#### Dataset entries

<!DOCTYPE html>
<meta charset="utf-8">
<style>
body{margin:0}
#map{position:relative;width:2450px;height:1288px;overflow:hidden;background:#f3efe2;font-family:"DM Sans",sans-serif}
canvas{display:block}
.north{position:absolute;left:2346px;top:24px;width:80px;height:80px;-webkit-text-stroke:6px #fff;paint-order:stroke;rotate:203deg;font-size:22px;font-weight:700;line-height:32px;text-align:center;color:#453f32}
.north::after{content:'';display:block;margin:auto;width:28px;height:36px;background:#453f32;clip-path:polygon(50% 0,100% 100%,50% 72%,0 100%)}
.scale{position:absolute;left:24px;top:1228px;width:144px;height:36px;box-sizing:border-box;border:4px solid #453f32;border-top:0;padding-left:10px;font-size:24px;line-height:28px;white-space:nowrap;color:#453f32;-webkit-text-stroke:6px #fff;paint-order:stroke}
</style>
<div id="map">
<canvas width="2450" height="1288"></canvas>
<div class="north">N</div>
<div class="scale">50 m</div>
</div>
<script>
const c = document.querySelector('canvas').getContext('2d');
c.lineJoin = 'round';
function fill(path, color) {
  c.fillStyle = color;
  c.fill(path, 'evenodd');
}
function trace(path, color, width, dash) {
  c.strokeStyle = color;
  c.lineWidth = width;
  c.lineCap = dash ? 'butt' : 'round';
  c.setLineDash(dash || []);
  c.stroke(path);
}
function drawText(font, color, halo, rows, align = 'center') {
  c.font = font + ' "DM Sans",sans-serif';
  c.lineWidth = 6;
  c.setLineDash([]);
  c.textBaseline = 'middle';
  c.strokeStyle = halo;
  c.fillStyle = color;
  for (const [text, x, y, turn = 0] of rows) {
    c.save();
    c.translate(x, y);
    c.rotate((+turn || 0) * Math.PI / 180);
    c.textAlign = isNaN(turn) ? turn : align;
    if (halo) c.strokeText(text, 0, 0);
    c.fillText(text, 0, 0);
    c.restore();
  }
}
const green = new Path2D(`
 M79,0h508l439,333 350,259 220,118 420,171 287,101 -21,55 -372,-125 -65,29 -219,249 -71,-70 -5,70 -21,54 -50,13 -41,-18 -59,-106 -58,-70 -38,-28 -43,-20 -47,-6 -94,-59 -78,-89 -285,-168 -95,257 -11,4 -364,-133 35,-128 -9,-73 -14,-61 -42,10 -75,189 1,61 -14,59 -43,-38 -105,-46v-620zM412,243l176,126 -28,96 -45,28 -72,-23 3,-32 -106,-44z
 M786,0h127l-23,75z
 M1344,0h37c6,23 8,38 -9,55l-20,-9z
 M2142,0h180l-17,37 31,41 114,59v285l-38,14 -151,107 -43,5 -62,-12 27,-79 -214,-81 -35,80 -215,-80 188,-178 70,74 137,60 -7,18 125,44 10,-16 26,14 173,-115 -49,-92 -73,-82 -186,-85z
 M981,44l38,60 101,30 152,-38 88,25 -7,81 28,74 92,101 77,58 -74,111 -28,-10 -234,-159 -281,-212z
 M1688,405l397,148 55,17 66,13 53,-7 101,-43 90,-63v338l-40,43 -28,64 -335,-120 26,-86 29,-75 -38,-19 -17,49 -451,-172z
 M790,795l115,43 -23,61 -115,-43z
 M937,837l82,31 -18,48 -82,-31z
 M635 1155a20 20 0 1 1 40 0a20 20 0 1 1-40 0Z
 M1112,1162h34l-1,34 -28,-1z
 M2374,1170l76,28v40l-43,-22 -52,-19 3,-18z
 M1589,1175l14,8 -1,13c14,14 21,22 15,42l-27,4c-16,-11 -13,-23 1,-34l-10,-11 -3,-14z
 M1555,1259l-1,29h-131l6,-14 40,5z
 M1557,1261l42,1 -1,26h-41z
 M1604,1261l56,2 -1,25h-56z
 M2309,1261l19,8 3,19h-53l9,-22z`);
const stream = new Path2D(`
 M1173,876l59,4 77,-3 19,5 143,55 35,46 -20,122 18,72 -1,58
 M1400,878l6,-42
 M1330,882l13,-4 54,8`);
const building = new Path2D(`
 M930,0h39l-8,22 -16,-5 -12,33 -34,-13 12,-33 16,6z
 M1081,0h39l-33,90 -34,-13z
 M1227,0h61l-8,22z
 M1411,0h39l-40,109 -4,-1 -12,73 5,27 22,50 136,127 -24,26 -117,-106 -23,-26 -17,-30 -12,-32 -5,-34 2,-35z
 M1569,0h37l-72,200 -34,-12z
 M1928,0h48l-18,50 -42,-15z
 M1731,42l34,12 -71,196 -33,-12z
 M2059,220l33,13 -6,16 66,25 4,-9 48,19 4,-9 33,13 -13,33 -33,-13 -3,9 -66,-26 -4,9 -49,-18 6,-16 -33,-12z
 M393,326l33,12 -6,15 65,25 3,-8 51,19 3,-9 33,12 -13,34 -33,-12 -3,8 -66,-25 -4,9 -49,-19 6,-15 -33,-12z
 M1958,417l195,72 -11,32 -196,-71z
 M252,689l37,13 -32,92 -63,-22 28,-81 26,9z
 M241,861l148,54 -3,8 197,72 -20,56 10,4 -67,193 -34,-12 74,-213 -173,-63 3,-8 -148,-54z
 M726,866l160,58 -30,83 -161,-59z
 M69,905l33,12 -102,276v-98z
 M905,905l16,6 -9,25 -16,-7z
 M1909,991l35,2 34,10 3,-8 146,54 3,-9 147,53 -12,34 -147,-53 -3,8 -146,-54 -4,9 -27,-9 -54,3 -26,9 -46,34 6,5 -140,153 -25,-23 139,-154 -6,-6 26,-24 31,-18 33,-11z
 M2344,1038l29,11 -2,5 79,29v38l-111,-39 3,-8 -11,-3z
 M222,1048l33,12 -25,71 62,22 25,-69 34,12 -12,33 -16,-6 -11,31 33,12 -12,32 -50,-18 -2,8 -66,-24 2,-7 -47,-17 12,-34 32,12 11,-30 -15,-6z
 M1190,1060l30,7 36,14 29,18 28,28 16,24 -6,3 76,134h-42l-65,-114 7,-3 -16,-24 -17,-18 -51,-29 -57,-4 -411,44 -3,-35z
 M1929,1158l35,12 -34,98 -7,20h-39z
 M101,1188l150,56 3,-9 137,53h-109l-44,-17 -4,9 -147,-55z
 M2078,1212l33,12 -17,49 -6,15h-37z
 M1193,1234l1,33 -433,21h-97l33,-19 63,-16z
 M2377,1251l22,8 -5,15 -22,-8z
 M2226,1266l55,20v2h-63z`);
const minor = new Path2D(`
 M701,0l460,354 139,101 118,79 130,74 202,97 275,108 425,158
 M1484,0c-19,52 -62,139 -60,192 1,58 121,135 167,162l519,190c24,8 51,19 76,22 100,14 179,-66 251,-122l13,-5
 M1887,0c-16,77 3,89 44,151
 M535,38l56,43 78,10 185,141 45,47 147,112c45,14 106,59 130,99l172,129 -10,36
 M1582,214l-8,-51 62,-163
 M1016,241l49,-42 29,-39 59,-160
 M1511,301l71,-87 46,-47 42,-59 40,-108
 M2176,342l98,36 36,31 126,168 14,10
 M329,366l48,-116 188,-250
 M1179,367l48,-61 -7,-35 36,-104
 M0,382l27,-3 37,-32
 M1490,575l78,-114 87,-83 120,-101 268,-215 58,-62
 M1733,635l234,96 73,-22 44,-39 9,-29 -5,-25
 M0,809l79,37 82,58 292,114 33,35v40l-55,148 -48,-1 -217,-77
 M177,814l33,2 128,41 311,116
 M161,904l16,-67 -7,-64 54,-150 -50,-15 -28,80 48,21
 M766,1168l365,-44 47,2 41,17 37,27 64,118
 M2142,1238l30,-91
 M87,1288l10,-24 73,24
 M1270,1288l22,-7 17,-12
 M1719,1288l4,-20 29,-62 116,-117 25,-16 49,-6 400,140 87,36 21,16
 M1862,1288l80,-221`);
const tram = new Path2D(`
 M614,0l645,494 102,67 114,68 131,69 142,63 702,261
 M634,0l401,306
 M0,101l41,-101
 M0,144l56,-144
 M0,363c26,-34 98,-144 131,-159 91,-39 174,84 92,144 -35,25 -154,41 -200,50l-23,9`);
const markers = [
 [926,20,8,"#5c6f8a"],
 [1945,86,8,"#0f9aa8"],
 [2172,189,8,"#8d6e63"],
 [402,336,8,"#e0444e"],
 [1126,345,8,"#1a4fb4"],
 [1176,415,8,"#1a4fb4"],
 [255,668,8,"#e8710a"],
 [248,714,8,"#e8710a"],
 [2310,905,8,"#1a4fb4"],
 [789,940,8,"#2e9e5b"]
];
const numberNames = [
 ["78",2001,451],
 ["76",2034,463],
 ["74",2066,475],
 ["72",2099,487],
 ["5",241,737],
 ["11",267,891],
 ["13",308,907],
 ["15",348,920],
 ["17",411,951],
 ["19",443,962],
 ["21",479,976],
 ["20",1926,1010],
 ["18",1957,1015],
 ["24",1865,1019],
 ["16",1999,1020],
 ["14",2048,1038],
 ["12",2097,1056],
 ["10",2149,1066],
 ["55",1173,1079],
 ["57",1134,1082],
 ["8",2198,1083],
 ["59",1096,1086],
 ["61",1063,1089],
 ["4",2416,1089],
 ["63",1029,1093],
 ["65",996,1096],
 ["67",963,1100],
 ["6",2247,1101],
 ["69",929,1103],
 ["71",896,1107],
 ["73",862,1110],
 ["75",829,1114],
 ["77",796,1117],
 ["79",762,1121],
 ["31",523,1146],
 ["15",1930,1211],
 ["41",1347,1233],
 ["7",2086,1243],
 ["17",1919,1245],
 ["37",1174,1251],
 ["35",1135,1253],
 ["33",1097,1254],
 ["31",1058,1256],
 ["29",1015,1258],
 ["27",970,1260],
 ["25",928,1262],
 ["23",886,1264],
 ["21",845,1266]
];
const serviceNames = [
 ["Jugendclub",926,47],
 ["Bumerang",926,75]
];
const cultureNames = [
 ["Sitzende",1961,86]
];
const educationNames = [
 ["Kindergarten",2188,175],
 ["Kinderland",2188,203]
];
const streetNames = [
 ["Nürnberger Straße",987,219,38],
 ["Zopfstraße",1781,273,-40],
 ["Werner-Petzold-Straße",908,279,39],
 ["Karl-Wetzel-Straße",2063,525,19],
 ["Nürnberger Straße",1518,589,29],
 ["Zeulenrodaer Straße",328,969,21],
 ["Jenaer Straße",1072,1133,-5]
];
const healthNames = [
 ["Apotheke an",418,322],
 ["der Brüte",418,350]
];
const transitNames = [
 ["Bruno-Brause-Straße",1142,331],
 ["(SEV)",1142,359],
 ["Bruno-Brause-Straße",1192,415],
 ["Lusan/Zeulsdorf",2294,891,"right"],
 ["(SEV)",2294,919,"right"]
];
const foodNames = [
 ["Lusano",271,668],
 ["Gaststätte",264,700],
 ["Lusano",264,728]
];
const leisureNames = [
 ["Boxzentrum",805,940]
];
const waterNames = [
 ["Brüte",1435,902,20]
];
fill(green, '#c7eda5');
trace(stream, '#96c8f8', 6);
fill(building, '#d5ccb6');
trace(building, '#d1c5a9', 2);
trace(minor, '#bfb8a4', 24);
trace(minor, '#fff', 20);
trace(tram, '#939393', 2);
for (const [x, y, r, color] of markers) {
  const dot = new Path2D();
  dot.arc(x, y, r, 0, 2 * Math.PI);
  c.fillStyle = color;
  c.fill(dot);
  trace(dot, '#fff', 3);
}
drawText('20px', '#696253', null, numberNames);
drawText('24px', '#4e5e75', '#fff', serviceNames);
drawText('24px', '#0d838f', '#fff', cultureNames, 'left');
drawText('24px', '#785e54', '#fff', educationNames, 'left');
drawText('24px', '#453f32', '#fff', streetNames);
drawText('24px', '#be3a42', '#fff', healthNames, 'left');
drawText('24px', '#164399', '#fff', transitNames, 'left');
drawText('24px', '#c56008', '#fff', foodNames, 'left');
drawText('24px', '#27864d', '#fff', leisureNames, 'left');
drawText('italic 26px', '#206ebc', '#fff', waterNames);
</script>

########

What the task requires: Copy the lines above that hold the word "canvas".

Reply to the task:
canvas{display:block}
<canvas width="2450" height="1288"></canvas>
const c = document.querySelector('canvas').getContext('2d');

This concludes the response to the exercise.